**Description of the task**
In the entries below, find each line with the string "image" and copy it.
[Start of Attachment]
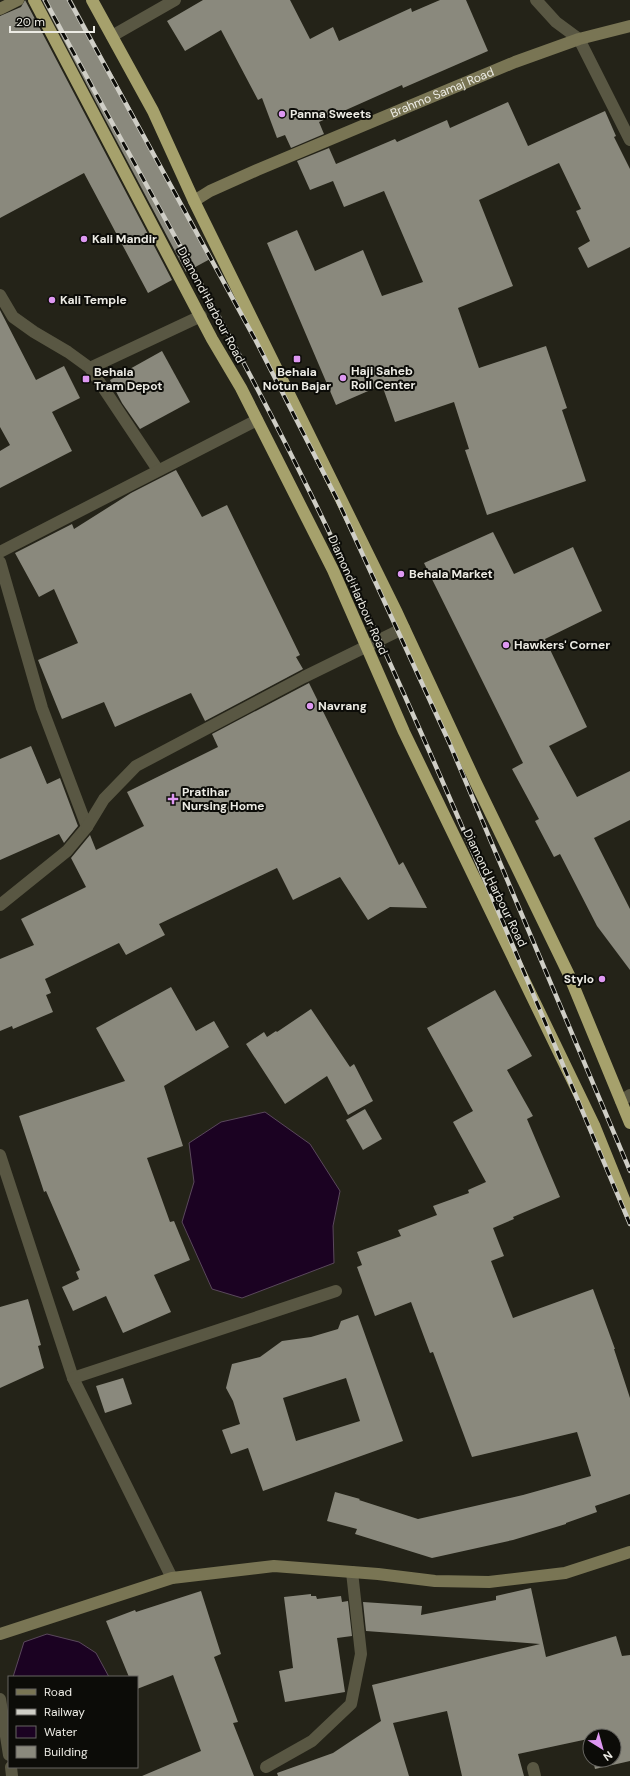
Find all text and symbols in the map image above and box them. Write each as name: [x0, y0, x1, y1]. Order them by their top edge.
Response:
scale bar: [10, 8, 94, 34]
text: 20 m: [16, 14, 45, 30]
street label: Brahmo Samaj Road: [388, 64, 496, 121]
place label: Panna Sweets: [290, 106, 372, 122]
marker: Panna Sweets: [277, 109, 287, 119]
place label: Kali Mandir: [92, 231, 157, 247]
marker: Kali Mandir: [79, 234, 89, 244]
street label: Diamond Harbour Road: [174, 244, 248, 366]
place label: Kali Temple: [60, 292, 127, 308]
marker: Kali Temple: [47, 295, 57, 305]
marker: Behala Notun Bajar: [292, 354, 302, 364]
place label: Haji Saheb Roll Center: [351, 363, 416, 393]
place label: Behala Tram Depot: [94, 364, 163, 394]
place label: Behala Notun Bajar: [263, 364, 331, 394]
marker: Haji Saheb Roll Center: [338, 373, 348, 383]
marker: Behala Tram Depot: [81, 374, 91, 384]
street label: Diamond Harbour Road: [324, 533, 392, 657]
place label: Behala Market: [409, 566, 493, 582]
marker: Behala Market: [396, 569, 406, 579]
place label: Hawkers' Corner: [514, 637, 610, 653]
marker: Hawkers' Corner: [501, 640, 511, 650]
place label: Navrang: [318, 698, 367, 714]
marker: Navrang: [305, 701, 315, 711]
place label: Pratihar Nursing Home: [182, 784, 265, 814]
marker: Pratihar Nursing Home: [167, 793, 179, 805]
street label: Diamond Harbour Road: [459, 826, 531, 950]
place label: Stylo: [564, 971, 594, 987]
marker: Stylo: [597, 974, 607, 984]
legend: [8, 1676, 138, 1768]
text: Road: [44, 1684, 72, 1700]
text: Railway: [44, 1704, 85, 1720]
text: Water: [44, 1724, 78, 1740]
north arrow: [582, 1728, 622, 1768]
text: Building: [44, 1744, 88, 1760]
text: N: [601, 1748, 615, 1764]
[End of Attachment]
[Start of Attachment]
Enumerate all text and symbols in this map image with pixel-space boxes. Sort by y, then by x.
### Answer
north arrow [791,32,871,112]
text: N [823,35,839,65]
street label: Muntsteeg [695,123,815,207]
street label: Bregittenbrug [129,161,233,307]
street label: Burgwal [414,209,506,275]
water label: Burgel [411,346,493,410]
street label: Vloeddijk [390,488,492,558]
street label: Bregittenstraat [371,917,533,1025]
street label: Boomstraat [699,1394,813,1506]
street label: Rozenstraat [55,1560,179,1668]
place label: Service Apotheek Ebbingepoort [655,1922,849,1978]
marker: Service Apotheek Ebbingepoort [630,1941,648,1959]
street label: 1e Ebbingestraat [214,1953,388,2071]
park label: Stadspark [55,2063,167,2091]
[End of Attachment]
[Start of Attachment]
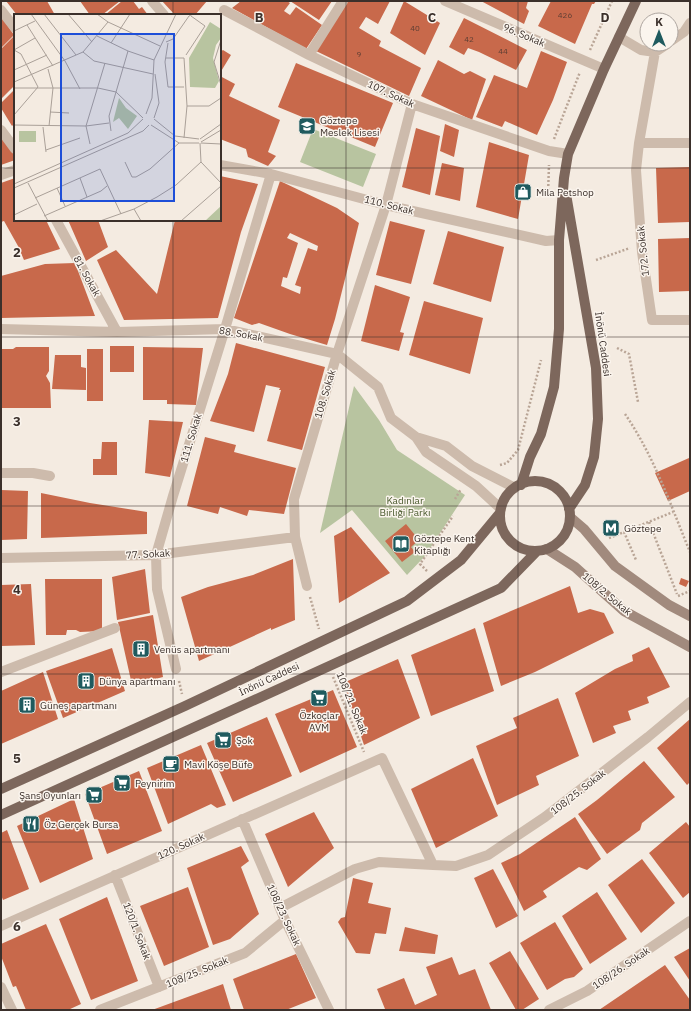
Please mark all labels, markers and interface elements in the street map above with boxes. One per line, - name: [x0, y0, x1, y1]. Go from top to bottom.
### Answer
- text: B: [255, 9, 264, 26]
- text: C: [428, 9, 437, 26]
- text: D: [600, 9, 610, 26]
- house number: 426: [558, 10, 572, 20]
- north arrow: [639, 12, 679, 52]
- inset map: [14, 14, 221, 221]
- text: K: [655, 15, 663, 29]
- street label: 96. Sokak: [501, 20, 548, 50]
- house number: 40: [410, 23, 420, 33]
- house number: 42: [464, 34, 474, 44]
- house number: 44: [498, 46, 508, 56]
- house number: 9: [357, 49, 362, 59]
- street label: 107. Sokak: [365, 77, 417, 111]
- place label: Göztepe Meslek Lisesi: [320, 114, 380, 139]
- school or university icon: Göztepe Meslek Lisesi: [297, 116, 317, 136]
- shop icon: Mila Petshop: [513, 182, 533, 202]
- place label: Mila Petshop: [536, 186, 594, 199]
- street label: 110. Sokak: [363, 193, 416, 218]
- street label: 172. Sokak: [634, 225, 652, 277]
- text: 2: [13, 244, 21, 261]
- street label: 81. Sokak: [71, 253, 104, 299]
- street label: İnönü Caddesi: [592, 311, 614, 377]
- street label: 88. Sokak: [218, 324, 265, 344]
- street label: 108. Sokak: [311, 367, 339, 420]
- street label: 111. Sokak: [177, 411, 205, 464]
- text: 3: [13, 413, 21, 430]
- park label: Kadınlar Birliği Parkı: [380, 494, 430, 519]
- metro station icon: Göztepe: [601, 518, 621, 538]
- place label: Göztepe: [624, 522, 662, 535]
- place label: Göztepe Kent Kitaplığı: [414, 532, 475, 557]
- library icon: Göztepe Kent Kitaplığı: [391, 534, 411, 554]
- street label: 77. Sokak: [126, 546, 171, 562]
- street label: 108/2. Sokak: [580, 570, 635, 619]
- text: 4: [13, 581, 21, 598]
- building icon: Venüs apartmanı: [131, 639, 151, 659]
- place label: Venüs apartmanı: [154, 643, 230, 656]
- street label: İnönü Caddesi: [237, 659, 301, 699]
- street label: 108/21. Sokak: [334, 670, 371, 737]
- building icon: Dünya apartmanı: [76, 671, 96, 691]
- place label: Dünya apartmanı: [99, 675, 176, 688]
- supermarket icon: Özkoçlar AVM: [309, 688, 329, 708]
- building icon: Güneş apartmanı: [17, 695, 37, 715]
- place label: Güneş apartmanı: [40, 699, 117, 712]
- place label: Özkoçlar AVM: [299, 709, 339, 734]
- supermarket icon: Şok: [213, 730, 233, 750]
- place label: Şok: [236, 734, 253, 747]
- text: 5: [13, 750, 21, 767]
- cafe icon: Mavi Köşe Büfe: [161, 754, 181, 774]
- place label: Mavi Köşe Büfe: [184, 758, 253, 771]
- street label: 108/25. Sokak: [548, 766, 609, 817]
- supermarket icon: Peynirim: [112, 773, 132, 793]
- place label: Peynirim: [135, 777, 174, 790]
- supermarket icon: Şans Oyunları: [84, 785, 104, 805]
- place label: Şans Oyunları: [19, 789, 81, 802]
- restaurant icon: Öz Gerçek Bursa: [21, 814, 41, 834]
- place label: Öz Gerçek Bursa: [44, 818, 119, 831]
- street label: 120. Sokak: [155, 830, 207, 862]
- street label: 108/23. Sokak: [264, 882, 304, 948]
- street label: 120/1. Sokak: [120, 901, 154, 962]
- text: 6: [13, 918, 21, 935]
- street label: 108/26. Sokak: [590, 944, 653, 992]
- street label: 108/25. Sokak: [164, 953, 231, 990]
[End of Attachment]
**Your response**
Find all text and symbols in the map image above and box them. Write each as name: [x0, y0, x1, y1]. Order them by their top edge.
Enumerate all text and symbols in this map image with pixel-space boxes. Sort by y, then by x.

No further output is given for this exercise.